Your question needs clarity. There's two possible cases that I can see happening:
Copying many to one:
for file in directory/*.txt; do cat "$file" >> someotherdir/combined.txt; done
Copying many to many:
for file in directory/*.txt; do cp "$file" someotherdir/"$( basename "$file" )".copy ; done
In each example we're looking at directory named directory
in your current location ( check that with pwd
command ). So if I'm in /home/foo_user
we're looking at /home/foo_user/directory
. The glob *.txt
will match all files with .txt
ending. The destination directory someotherdir
also will be referenced relative to your current location. Provide full path such as /home/foo_user/someotherdir/anotherdir
if you want to copy to specific location.

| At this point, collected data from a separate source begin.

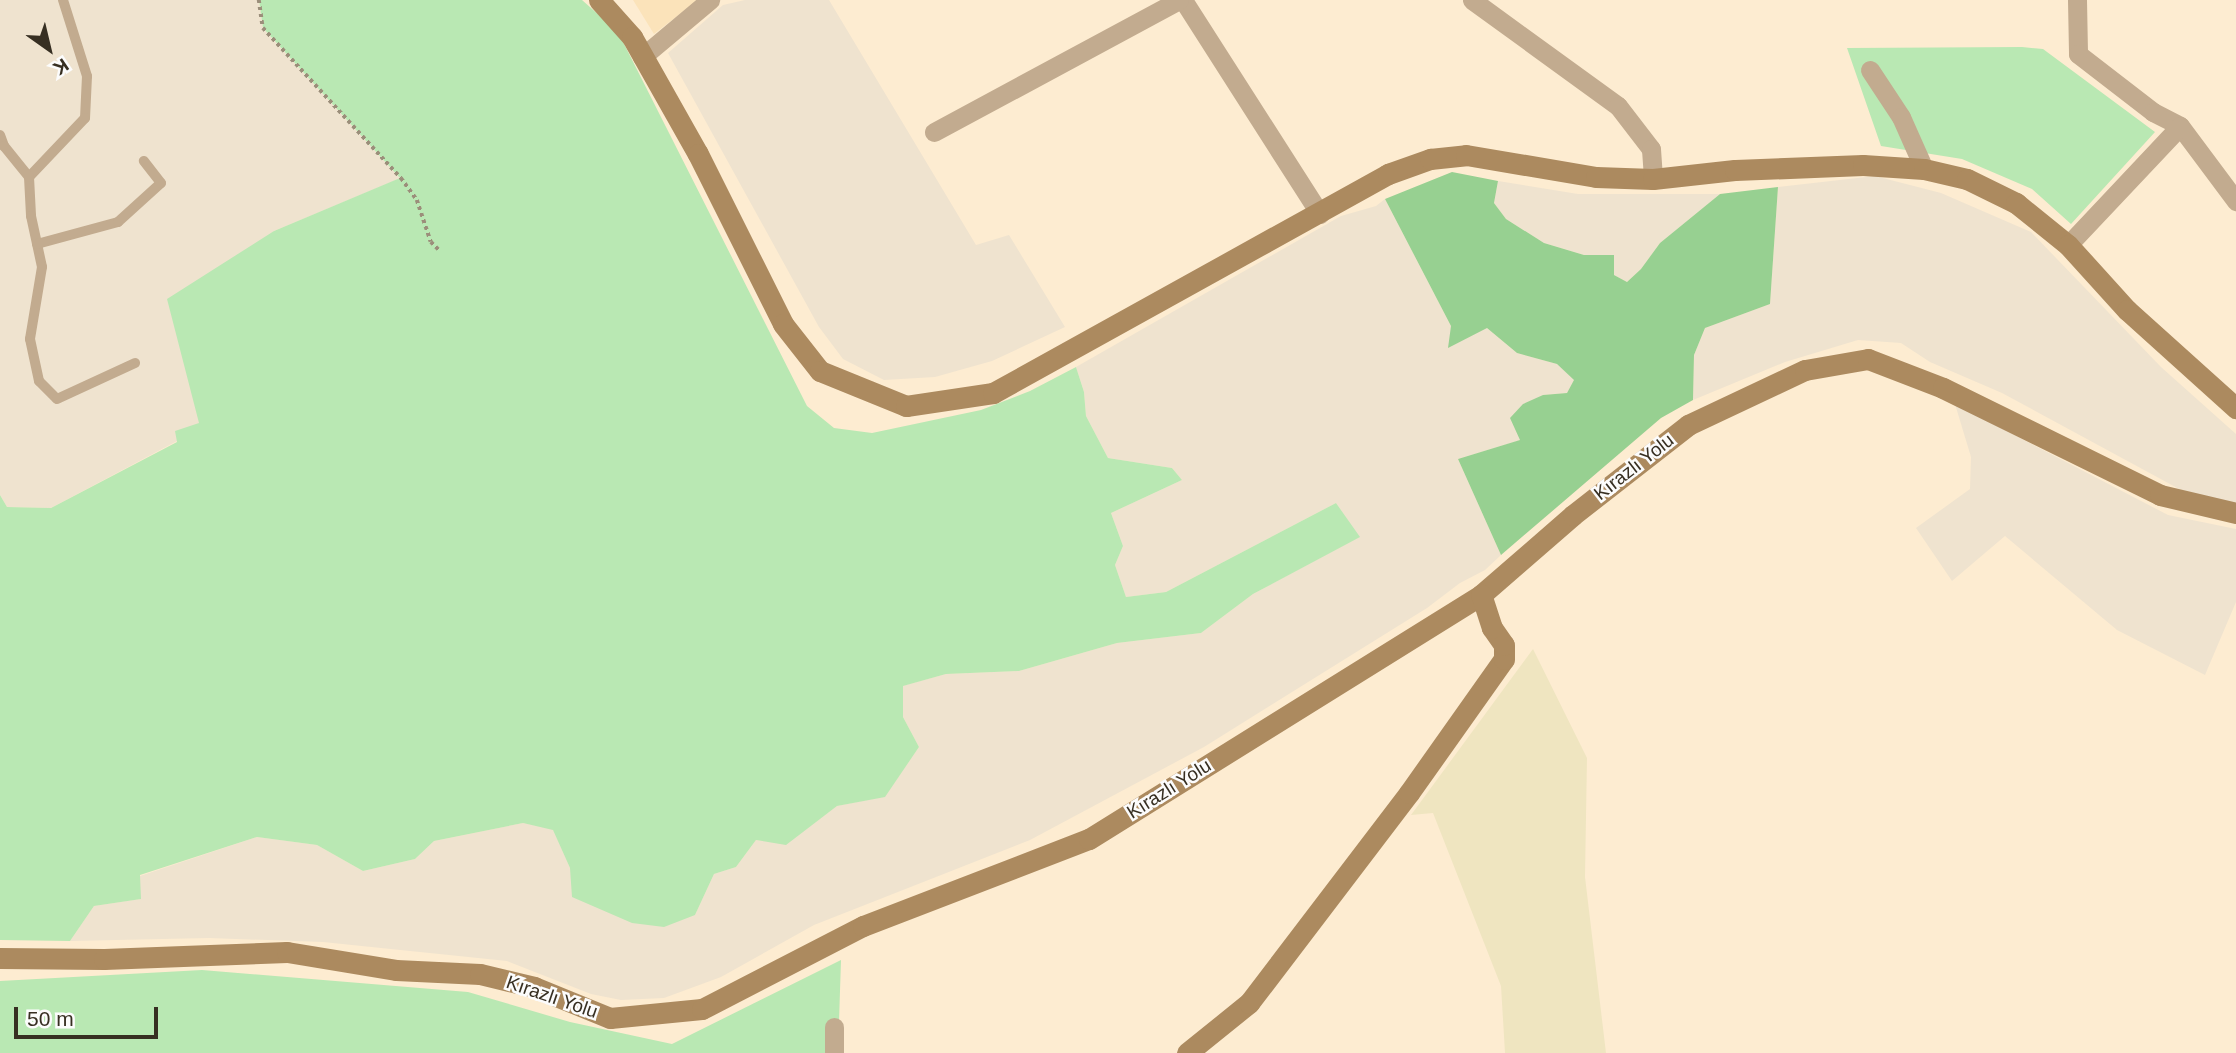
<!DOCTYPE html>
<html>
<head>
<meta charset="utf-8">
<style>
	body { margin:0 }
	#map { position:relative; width:2236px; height:1053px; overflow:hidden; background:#fdecd1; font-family:Helvetica,sans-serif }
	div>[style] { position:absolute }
	.built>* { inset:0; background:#fbe3ba }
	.industrial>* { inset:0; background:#efe3cf }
	.green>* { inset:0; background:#b9e8b3 }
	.forest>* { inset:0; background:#97d091 }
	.sand>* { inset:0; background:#efe5c0 }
	.path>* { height:3.5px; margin-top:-1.75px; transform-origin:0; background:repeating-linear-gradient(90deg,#9b8e7a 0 3.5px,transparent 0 7px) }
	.lane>* { height:10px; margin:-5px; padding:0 5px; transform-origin:5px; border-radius:5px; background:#c2ab8f }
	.street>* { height:19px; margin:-9.5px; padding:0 9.5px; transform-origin:9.5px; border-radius:9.5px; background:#c2ab8f }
	.secondary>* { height:21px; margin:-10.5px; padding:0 10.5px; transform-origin:10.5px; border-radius:10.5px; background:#ac8a5f }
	span { translate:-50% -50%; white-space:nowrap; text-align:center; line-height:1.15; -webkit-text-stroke:5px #fcfcfc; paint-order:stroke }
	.street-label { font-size:19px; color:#372f22 }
	.north { position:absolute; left:14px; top:14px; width:70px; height:70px; -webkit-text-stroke:5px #fcfcfc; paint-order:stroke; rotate:146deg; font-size:19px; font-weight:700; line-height:28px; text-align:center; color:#372f22 }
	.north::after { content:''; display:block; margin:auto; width:24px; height:32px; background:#372f22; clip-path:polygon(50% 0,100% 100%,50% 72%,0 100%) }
	.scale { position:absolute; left:14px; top:1007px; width:144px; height:32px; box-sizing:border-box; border:4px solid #372f22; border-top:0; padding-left:9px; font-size:21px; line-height:24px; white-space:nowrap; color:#372f22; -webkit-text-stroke:5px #fcfcfc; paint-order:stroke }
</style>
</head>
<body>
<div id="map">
	<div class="built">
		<div style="clip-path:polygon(633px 0,698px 0,654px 34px)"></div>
	</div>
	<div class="industrial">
		<div style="clip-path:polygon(0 0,259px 0,263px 28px,401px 178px,274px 231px,199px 423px,177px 441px,51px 508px,7px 507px,0 495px)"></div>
		<div style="clip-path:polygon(745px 0,829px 0,976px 245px,1009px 235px,1065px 327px,992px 361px,935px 377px,884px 380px,843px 359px,819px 327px,668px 53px,723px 5px)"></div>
		<div style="clip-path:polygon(1875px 176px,1941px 193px,2031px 232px,2161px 367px,2236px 434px,2236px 504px,2181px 490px,2002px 393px,1930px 362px,1901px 343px,1858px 340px,1785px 362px,1693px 400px,1694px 355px,1705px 328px,1770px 304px,1778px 187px)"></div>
		<div style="clip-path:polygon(1498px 181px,1578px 194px,1720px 194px,1660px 243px,1641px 269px,1627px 282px,1614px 275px,1614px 255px,1584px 255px,1544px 243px,1506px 219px,1494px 203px)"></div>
		<div style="clip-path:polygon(1385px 199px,1451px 326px,1487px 328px,1517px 353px,1557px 364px,1575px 380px,1567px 393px,1543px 395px,1521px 440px,1458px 459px,1501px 555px,1485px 570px,1460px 583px,1427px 608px,1204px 747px,1030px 840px,814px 925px,721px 977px,664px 998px,621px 1000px,591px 994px,507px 961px,323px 942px,209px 938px,70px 941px,94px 906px,140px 899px,140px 876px,257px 837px,317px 845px,363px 871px,415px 859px,434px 841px,523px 823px,553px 829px,570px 868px,695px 915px,714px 874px,736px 867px,756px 840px,786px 844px,837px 806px,885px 796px,919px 747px,903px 717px,902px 686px,946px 674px,1019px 671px,1117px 643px,1201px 633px,1253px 594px,1359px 537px,1336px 503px,1166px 592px,1126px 597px,1115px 565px,1123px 546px,1111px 513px,1182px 480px,1172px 468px,1108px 458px,1086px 416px,1084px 392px,1076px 367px,1341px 216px,1376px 206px)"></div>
		<div style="clip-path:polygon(1955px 404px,2168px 515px,2236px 529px,2236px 602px,2205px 675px,2117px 630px,2005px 536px,1952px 581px,1916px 528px,1970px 489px,1971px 457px)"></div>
	</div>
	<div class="green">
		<div style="clip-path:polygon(259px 0,582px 0,618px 32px,807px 406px,834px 428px,872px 433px,981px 410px,1030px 391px,1076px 367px,1084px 392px,1086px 416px,1108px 458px,1172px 468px,1182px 480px,1111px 513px,1123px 546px,1115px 565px,1126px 597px,1166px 592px,1336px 503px,1360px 537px,1253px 594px,1201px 633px,1117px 643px,1019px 671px,946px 674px,903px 686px,903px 717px,919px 747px,885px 797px,837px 806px,786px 845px,756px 840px,736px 867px,714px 874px,695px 915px,664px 927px,632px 923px,572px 897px,570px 868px,553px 830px,523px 823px,434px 841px,415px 859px,363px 871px,317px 845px,257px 837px,140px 875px,141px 899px,94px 906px,70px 941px,0 940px,0 495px,7px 507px,51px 508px,177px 442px,175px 431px,199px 423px,167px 299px,274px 231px,400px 178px,263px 28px)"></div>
		<div style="clip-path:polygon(2022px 47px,2043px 49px,2155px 132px,2071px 224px,2032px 189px,1962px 159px,1881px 146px,1847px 48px)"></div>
		<div style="clip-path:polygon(841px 960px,838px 1053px,0 1053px,0 981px,202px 970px,468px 992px,570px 1022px,672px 1044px)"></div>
	</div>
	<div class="forest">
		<div style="clip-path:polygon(1452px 172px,1498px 181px,1494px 203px,1506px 219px,1544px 243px,1584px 255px,1614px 255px,1614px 275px,1627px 282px,1641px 269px,1660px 243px,1720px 194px,1778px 187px,1770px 304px,1705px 328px,1694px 355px,1693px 400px,1661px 418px,1501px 555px,1458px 459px,1520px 440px,1510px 418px,1523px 404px,1543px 395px,1567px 393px,1574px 380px,1557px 364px,1517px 353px,1487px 328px,1448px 348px,1451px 326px,1385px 199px)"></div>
	</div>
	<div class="sand">
		<div style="clip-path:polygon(1533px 649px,1587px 758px,1585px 877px,1606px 1053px,1505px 1053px,1501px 986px,1433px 813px,1411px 815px)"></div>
	</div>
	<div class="path">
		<div style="left:259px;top:0;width:28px;rotate:82deg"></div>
		<div style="left:263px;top:28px;width:204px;rotate:47.4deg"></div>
		<div style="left:401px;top:178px;width:27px;rotate:54deg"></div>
		<div style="left:417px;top:200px;width:44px;rotate:71.6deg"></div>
		<div style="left:431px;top:242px;width:13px;rotate:45deg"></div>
	</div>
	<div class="lane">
		<div style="left:63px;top:0;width:80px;rotate:72.5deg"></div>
		<div style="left:87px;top:76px;width:42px;rotate:92.7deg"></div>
		<div style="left:85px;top:118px;width:81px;rotate:133.5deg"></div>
		<div style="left:29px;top:177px;width:39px;rotate:87deg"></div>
		<div style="left:31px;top:216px;width:52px;rotate:77.8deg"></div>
		<div style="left:42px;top:267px;width:73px;rotate:99.5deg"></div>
		<div style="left:30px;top:339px;width:43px;rotate:77.9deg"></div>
		<div style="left:39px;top:381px;width:25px;rotate:45deg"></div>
		<div style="left:57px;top:399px;width:86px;rotate:-24.8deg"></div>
		<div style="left:0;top:135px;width:12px;rotate:70deg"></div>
		<div style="left:4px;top:146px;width:40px;rotate:51deg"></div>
		<div style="left:37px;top:244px;width:84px;rotate:-15.2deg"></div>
		<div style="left:118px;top:222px;width:58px;rotate:-42.2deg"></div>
		<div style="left:161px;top:183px;width:28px;rotate:-128deg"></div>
	</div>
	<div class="street">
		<div style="left:1183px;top:0;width:254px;rotate:57.4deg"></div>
		<div style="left:1472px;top:0;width:180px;rotate:36deg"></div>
		<div style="left:1618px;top:106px;width:54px;rotate:52.5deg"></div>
		<div style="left:1651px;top:149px;width:30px;rotate:86deg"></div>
		<div style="left:2077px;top:0;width:54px;rotate:88.9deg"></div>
		<div style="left:2078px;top:54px;width:95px;rotate:37.7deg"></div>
		<div style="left:2153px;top:112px;width:30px;rotate:27deg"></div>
		<div style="left:2180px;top:126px;width:94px;rotate:53.3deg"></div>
		<div style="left:642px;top:57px;width:89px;rotate:-40deg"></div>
		<div style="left:1870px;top:70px;width:56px;rotate:56.6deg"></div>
		<div style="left:1901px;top:117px;width:57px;rotate:66.1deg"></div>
		<div style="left:934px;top:132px;width:278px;rotate:-28.3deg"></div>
		<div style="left:2068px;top:245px;width:163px;rotate:-46.7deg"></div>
		<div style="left:834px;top:1027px;width:26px;rotate:90deg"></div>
	</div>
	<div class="secondary">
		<div style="left:599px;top:0;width:50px;rotate:48.3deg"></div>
		<div style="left:632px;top:37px;width:134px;rotate:60.6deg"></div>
		<div style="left:698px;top:154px;width:190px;rotate:63.4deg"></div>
		<div style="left:783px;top:324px;width:60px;rotate:51.8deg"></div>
		<div style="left:820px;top:371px;width:93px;rotate:22.1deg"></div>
		<div style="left:906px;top:406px;width:88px;rotate:-8.5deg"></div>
		<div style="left:993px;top:393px;width:452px;rotate:-29deg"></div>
		<div style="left:1388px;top:174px;width:45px;rotate:-19.7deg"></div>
		<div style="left:1430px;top:159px;width:36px;rotate:-6deg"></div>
		<div style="left:1466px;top:155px;width:132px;rotate:9.6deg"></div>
		<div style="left:1596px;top:177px;width:57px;rotate:2deg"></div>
		<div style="left:1653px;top:179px;width:82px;rotate:-6.3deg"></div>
		<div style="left:1735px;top:170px;width:128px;rotate:-2.2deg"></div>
		<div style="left:1863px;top:165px;width:61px;rotate:3.8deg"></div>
		<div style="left:1924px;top:169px;width:44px;rotate:13.1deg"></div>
		<div style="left:1967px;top:179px;width:55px;rotate:26.1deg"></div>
		<div style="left:2016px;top:203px;width:67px;rotate:38.9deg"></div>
		<div style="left:2068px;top:245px;width:88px;rotate:47.8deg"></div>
		<div style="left:2127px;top:310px;width:147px;rotate:42deg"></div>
		<div style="left:0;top:958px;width:104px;rotate:0.6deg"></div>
		<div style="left:104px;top:959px;width:183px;rotate:-2.2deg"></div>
		<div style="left:287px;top:952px;width:110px;rotate:9.4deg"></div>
		<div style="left:396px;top:970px;width:84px;rotate:2.7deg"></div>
		<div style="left:480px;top:974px;width:56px;rotate:13.5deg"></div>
		<div style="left:534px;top:987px;width:82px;rotate:22.2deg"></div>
		<div style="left:610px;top:1018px;width:92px;rotate:-5.6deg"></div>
		<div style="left:702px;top:1009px;width:181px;rotate:-27.3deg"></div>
		<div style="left:863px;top:926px;width:242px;rotate:-21.1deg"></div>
		<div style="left:1089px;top:839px;width:462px;rotate:-31.9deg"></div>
		<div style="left:1481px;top:595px;width:122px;rotate:-41deg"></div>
		<div style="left:1573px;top:515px;width:146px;rotate:-38deg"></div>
		<div style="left:1688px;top:425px;width:129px;rotate:-25.2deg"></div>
		<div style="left:1805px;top:370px;width:64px;rotate:-9.9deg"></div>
		<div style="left:1868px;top:359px;width:80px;rotate:21.1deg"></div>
		<div style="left:1943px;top:388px;width:242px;rotate:26.2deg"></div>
		<div style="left:2160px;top:495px;width:78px;rotate:13.3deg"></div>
		<div style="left:1187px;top:1053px;width:80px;rotate:-38.9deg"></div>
		<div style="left:1249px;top:1003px;width:264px;rotate:-52.7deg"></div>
		<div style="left:1409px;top:793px;width:164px;rotate:-54.7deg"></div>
		<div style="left:1504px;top:659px;width:14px;rotate:-90deg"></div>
		<div style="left:1504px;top:645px;width:21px;rotate:-125deg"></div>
		<div style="left:1492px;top:628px;width:35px;rotate:-108deg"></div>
	</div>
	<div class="street-label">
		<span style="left:1634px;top:467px;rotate:-38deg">Kırazlı Yolu</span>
		<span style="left:1169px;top:789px;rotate:-32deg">Kırazlı Yolu</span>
		<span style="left:552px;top:997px;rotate:19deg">Kırazlı Yolu</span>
	</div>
	<div class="north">K</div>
	<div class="scale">50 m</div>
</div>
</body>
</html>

In first example we're using cat
and >>
to append contents of all files to single file. In the other cp
makes a a copy of each file to new filename, which will take out the name of file currently in "$file"
variable and append .copy
to it.
Note that if naming is not of importance, we can reduce second case to just making new directory and copying it recursively via cp -r
:
mkdir copies
cp -r original_dir/ copies/
So can be done with first case like cat dir/*.txt > combined.txt
however loops are preferable when you are dealing with a lot of files and may run into Argument list too long
error, from which shell loops do not suffer.
Without knowing specific details, these two solutions should suffice for multiple cases. Adapt accordingly to your particular scenario.